British newspaper The Guardian has changed its editorial style guide and will now spell the Ukrainian capital "Kyiv" instead of "Kiev".
The change is a small but sweet victory for the many Ukrainian officials and activists who have long lobbied international media outlets to stop using the Soviet era "Kiev" and adopt the official post-independence "Kyiv" spelling, which reflects the name of the city in the Ukrainian language.
Ukraine itself made the switch to "Kyiv" in the early years of independence and most governments have since adopted the official Ukrainian spelling. However, the persistent use of "Kiev" by much of the English-language international media has remained a source of irritation in Ukraine.
It is not clear exactly why The Guardian has now chosen to change its policy regarding the spelling of Ukrainian place names, but a recent social media push to promote the use of "Kyiv" may have been a contributing factor.

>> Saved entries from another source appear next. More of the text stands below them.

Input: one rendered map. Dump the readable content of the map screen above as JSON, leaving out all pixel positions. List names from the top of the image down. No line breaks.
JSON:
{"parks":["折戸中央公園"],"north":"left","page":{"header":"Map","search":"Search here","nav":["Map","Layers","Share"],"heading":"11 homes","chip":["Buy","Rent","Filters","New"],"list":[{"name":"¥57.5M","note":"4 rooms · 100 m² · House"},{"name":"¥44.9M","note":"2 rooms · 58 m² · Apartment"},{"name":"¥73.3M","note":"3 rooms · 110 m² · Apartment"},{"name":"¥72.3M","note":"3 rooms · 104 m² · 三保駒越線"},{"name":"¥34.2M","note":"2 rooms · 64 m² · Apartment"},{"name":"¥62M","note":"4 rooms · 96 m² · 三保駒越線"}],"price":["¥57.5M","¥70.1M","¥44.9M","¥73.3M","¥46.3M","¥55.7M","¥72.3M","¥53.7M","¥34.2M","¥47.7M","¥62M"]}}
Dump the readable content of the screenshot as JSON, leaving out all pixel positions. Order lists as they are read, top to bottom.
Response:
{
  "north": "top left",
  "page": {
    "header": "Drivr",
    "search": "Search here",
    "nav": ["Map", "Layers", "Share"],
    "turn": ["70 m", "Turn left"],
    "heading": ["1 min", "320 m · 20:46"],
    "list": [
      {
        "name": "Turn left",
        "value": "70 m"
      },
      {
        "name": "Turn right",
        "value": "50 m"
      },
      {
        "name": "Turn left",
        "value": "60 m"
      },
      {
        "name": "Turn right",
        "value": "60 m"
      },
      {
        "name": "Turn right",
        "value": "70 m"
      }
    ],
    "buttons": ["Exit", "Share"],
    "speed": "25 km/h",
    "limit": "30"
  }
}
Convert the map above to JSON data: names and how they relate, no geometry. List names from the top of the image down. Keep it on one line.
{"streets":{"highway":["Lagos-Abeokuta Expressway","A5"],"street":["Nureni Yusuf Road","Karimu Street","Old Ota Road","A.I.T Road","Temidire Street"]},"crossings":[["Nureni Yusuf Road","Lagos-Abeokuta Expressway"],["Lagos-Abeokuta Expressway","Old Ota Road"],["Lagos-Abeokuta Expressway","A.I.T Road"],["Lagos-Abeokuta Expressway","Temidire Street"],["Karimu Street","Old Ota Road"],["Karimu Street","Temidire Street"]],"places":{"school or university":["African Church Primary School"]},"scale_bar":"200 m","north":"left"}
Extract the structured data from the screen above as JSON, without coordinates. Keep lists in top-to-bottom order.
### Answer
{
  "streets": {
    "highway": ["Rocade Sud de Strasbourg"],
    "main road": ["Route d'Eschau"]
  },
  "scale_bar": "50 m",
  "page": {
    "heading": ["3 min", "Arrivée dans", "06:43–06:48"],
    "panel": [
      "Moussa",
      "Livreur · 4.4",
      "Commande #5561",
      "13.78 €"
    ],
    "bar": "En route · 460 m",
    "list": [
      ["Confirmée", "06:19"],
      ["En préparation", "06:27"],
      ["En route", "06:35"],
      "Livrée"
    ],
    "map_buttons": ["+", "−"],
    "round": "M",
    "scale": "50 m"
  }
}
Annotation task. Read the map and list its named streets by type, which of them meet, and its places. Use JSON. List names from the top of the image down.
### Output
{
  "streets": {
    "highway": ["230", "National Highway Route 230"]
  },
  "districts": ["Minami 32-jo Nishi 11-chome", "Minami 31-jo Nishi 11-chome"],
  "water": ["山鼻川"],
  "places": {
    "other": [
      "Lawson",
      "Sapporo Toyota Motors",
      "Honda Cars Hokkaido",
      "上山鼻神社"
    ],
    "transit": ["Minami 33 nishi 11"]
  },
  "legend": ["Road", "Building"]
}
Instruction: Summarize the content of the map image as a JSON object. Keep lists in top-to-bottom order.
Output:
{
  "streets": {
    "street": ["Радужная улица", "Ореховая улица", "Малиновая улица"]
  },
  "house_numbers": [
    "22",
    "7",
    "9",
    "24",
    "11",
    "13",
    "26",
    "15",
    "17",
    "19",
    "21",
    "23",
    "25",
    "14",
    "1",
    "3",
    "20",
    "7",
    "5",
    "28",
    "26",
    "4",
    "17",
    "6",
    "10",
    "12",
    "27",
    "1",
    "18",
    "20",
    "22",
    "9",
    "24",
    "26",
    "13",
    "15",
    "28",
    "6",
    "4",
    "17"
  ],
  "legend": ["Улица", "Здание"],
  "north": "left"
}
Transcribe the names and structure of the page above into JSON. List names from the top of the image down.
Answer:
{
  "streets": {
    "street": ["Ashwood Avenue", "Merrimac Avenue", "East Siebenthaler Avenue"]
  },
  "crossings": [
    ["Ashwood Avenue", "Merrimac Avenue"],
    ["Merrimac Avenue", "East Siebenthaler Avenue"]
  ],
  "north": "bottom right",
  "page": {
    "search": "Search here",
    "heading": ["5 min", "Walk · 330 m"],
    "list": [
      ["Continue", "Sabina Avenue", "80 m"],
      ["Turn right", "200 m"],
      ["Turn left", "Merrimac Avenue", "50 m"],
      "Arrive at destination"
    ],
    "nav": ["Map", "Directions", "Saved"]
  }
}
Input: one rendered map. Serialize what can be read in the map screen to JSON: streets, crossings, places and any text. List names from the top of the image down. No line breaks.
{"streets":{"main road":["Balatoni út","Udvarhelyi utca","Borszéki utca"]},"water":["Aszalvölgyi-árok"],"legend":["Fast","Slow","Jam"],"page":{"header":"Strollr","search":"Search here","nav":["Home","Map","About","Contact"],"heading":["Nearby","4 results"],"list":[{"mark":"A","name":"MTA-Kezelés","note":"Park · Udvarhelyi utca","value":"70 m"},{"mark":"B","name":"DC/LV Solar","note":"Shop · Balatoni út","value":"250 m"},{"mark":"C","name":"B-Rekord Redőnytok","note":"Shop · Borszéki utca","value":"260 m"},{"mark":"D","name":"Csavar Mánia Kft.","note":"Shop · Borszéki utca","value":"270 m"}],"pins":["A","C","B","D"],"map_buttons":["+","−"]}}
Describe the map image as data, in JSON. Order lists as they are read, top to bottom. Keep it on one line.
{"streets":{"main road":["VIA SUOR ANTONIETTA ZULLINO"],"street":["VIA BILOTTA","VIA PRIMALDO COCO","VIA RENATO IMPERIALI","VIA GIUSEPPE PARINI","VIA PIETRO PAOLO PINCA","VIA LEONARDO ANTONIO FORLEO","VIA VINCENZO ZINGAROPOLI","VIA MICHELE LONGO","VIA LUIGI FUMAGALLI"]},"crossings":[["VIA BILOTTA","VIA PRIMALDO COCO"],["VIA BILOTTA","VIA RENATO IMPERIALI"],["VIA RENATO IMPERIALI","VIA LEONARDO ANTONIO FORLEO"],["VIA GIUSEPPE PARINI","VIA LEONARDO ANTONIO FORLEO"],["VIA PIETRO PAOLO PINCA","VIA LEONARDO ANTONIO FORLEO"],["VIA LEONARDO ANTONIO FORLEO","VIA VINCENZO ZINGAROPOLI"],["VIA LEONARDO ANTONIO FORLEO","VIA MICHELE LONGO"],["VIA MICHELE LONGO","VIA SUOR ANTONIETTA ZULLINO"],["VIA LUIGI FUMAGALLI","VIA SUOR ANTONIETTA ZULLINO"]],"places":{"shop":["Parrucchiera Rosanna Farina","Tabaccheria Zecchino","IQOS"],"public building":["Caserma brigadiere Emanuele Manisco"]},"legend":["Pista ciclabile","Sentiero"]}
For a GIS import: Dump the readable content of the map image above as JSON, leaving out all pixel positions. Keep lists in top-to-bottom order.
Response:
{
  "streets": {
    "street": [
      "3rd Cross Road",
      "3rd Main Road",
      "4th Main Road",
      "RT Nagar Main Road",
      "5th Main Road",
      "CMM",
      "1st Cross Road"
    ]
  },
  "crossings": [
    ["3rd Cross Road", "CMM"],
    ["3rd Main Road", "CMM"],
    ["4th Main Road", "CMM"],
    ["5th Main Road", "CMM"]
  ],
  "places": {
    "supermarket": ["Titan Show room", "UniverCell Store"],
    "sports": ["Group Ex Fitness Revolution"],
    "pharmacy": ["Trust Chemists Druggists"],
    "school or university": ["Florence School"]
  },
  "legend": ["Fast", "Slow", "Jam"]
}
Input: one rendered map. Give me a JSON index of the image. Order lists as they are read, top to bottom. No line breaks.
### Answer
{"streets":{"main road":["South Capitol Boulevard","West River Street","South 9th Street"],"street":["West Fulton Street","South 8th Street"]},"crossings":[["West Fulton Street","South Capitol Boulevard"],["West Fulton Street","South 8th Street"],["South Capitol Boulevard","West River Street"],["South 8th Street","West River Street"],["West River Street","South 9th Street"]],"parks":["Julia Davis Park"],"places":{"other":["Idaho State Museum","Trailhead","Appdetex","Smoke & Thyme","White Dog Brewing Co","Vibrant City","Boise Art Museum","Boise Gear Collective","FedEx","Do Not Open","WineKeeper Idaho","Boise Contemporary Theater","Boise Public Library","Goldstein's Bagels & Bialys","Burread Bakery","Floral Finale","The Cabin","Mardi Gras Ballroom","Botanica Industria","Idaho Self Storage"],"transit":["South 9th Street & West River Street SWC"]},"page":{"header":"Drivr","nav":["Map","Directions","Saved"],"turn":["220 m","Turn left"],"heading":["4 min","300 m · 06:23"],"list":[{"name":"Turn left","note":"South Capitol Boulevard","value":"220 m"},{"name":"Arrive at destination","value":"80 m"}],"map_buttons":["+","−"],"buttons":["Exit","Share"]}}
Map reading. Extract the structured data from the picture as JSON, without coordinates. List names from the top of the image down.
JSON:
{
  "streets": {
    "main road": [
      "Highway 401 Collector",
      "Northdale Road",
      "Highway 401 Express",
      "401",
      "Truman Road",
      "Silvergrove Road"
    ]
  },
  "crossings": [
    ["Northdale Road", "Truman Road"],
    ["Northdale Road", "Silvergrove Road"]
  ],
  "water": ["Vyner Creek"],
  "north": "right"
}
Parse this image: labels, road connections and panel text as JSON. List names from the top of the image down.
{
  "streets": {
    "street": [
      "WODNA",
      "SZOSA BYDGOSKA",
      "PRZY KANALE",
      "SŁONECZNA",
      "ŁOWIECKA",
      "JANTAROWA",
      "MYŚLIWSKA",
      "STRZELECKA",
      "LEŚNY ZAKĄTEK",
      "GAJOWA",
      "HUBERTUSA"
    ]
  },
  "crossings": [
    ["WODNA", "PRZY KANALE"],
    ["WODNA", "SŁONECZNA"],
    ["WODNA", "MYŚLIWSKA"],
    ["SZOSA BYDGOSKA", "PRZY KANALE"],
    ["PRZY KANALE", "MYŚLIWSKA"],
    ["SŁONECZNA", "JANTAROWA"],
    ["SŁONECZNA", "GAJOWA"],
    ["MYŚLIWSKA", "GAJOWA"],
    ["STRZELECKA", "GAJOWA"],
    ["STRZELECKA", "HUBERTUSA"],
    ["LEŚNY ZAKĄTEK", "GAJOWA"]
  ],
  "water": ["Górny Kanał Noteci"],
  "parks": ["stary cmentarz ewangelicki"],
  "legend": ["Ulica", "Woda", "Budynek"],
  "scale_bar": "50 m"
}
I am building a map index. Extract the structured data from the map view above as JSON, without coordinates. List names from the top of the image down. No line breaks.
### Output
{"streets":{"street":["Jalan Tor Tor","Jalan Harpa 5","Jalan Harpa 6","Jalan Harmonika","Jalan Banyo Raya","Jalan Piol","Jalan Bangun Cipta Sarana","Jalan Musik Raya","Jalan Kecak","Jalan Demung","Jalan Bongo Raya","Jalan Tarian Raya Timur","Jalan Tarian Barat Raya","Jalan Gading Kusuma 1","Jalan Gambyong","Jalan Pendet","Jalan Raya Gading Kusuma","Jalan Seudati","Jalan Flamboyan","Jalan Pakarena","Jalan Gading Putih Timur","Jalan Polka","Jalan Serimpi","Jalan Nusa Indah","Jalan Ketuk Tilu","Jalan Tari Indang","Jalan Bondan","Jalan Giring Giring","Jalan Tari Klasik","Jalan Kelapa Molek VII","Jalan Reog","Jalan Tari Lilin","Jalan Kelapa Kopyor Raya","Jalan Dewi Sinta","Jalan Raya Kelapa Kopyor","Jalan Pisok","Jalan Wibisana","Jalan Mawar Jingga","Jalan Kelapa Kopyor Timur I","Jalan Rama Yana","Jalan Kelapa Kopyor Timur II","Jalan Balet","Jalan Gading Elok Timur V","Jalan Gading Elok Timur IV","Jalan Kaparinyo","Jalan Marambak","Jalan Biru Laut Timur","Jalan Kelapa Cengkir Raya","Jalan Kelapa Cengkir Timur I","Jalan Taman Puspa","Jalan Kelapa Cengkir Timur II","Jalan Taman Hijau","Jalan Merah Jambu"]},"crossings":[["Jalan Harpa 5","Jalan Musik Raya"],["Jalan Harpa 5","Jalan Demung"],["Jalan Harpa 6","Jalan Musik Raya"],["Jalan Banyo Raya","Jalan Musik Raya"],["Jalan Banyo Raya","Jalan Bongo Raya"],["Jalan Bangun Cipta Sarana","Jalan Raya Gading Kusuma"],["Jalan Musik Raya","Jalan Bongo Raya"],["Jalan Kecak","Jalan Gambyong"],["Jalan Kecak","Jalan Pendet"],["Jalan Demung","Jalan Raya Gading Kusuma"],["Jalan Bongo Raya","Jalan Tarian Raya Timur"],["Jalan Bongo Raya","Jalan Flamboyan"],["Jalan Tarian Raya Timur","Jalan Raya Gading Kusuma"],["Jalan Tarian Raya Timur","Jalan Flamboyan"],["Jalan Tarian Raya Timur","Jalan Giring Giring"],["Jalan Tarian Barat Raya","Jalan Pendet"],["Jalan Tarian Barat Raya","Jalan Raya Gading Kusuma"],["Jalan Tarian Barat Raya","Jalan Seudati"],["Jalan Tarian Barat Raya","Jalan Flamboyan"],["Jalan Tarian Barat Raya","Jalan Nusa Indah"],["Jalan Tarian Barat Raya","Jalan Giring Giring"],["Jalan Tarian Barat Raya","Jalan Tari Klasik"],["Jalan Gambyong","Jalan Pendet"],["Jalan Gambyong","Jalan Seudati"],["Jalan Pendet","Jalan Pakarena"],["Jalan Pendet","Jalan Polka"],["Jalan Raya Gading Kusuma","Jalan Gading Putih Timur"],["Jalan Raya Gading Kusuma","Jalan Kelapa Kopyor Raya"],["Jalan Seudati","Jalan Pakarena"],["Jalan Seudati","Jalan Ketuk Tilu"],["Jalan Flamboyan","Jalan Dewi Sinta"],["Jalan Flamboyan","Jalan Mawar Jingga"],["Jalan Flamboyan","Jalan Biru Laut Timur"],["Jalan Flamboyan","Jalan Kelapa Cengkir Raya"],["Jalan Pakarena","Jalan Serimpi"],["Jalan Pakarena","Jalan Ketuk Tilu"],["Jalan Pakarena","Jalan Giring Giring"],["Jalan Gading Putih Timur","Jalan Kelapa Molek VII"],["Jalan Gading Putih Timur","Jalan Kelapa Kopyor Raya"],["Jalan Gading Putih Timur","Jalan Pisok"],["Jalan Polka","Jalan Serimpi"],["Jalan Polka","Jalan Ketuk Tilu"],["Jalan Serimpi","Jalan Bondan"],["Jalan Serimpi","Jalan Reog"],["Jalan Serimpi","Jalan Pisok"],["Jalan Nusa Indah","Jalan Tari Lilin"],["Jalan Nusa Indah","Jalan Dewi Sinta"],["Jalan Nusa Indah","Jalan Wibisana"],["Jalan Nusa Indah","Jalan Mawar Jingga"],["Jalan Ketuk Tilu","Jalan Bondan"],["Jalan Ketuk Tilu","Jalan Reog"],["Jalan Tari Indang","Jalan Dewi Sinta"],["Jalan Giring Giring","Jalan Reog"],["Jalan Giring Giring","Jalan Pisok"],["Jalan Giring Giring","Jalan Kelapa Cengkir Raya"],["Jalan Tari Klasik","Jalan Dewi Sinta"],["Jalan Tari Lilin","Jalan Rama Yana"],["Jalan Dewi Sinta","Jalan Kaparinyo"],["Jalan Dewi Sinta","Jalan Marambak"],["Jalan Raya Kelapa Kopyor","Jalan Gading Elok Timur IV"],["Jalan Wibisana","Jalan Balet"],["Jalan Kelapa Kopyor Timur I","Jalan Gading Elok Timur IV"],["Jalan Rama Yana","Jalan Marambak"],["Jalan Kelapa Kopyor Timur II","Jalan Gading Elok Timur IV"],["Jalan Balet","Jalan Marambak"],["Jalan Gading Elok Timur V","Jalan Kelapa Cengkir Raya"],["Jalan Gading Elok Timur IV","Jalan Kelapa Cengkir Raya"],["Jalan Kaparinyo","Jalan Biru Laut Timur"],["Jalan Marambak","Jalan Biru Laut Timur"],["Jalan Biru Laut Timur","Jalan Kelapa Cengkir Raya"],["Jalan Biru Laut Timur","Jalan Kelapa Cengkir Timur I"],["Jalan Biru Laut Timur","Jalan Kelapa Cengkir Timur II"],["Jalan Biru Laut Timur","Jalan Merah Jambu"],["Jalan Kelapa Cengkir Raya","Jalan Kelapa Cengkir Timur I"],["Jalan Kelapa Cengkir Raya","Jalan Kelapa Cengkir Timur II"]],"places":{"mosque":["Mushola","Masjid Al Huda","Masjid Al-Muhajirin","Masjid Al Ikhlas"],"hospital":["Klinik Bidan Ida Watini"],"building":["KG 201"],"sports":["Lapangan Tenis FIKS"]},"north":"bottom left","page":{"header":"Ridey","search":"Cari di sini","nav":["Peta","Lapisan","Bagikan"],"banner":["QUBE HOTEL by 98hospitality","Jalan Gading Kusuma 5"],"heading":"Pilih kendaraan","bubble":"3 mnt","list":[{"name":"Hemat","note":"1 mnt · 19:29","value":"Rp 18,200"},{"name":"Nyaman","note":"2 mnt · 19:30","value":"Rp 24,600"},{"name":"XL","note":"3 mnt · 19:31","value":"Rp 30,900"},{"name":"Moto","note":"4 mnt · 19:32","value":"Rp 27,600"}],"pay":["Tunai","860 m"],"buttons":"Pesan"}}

Critics of the "Kiev" spelling have traditionally rejected it as a Russian language version of the city's name and therefore an unwelcome relic of tsarist and Soviet imperialism. They argue that unlike traditional Anglicized versions of European place names such as Munich (Munchen) and Rome (Roma), the spelling of the Ukrainian capital has political implications, making the change from "Kiev" to "Kyiv" more akin to the move from "Bombay" to "Mumbai".